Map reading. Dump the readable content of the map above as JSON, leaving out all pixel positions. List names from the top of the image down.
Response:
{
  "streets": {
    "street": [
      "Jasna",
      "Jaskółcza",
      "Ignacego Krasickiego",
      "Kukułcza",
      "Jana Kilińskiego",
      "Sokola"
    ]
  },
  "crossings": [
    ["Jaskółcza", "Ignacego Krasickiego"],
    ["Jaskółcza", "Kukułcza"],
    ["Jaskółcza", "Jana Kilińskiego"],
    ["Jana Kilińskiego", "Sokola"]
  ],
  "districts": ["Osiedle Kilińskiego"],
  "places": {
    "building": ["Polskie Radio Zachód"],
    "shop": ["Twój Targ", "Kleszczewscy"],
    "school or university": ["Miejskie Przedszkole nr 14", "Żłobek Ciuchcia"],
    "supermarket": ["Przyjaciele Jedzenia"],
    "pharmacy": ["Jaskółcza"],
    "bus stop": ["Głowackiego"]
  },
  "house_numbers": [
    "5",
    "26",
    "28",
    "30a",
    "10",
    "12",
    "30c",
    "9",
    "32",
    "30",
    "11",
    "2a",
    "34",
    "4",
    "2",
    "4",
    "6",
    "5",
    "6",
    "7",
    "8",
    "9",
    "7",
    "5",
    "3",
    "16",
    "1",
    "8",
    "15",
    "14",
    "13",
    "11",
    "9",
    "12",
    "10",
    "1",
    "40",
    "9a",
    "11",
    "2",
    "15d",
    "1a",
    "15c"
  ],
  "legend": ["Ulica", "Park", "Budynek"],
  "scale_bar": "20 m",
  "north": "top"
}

────────────────────

Problem requirements — Write back every line of the material exactly as it was provided.

Reply —
Map reading. Dump the readable content of the map above as JSON, leaving out all pixel positions. List names from the top of the image down.
Response:
{
  "streets": {
    "street": [
      "Jasna",
      "Jaskółcza",
      "Ignacego Krasickiego",
      "Kukułcza",
      "Jana Kilińskiego",
      "Sokola"
    ]
  },
  "crossings": [
    ["Jaskółcza", "Ignacego Krasickiego"],
    ["Jaskółcza", "Kukułcza"],
    ["Jaskółcza", "Jana Kilińskiego"],
    ["Jana Kilińskiego", "Sokola"]
  ],
  "districts": ["Osiedle Kilińskiego"],
  "places": {
    "building": ["Polskie Radio Zachód"],
    "shop": ["Twój Targ", "Kleszczewscy"],
    "school or university": ["Miejskie Przedszkole nr 14", "Żłobek Ciuchcia"],
    "supermarket": ["Przyjaciele Jedzenia"],
    "pharmacy": ["Jaskółcza"],
    "bus stop": ["Głowackiego"]
  },
  "house_numbers": [
    "5",
    "26",
    "28",
    "30a",
    "10",
    "12",
    "30c",
    "9",
    "32",
    "30",
    "11",
    "2a",
    "34",
    "4",
    "2",
    "4",
    "6",
    "5",
    "6",
    "7",
    "8",
    "9",
    "7",
    "5",
    "3",
    "16",
    "1",
    "8",
    "15",
    "14",
    "13",
    "11",
    "9",
    "12",
    "10",
    "1",
    "40",
    "9a",
    "11",
    "2",
    "15d",
    "1a",
    "15c"
  ],
  "legend": ["Ulica", "Park", "Budynek"],
  "scale_bar": "20 m",
  "north": "top"
}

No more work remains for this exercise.